Reaching number 5 I opened the door with my old key, suddenly feeling a little better now I was away from him. I was greeted seconds later by my mum and sister who each took in turn to squeeze me to death. Settling down in the front room with my sister we delved into conversation generally catching up, but I needed desperately to get what had happened with Joey off of my chest.

"I've seen him" I murmured, remembering the feeling of his fingers on my cheeks no less than an hour ago, the way he looked at me melting my insides.

"How was it?" she asked, clearly feeling a little guilty that she hadn't told me about his new girlfriend knowing that there would be no chance I came back if I had of known.

"Awkward, thrilling, every emotion possible" I sighed rubbing my forehead as it began to hurt a little as I struggled to comprehend the emotions I was feeling.

"He still loves you" she whispered, not that I needed to know I could tell from the moment he looked at me. But things were different now, he was with someone else and I had to accept it and live with it, just like he had to accept that my life was in America and I was only here a week.

On cue the door knocked, I knew exactly who it would be, he could never just leave something alone. I glanced up as Abi had gone to answer, seeing him lean against the door frame, his hands stuffed into his pockets. Abi smiled weakly before disappearing into the kitchen where our mum was giving us some time and space.

"What is it Joey?" I felt as if I was repeating myself, why couldn't he just leave it alone.

"We need to talk" he sighed, closing the door behind him, sitting down on the couch next to me, I shifted uncomfortably hating the feeling of weakness in his presence as he sat so closely to me, his leg accidently brushing up against mine.

"What is there to say?" I quizzed, looking at him for a second before breaking the eye contact.

"I'm just confused" he admitted honestly, mimicking the exact same feelings as me, I was confused.

"Look you carry on your life as normal because next week I'm going back to America where mine is" I stated, he needed to focus on the bigger picture.

"I can't just act normal Lauren" he replied shifting a little closer to me.

"Well you have to, you have a girlfriend, me and you were history" I replied, I could feel his breath close to my face, closing my eyes I took a minute to steady my breathing.

"I don't love her" he suddenly blurted out, I could see the guilt he felt saying it aloud but also the relief from finally expressing how he felt about Cassie.

"You will learn to" I smiled trying ever so hard not to throw myself at him.
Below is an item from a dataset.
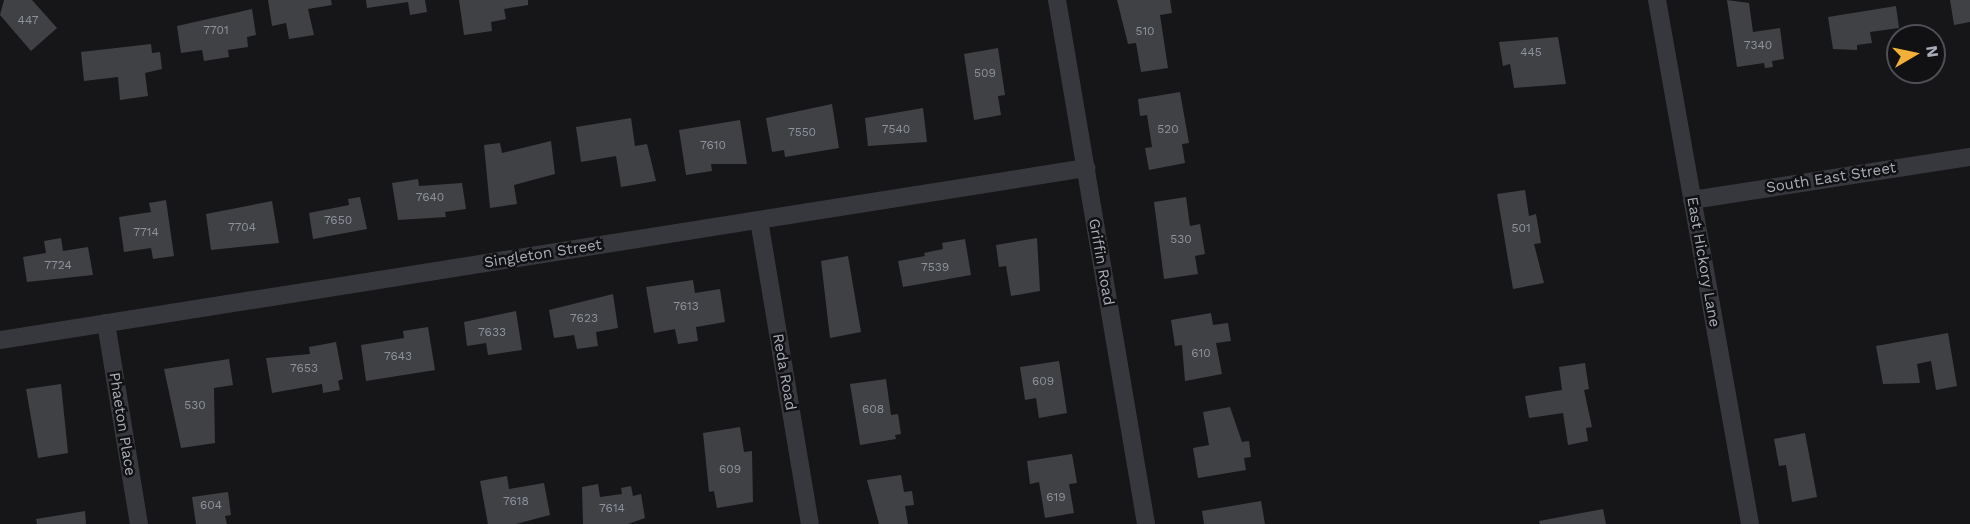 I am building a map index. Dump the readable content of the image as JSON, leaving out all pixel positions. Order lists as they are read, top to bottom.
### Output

"I don't want to, I want you" he whispered his breath tickling my ear as I finally realised how close to me he actually was. I shook my head furiously, I had waited 5 years to hear those words but now they were spoken I couldn't do it, he was with someone else I didn't want to break apart something only to leave a week later just as heart broken as the first time I left.

"No" I stated, standing up from him.

"Lauren, you can't deny your feelings for me, they are just as strong as they were 5 year ago" he sighed, standing up and walking over to me.

"That doesn't matter, your with someone else and I'm going back home next week, I'm not doing this" I wished I had more conviction behind my words I was trying to convince myself I didn't want this, that I didn't want to feel his lips on mine, his body against my skin.

"She isn't you, no one will ever complete me like you" his honesty breaking my heart further.

"Why are you doing this to me?" I quizzed why was he making it so hard. "You know this will only hurt more when I have to leave again" I stated, desperately holding back the tears that were fiercely building in my eyes.

"I'd come with you" he suddenly blurted, taking me completely off guard.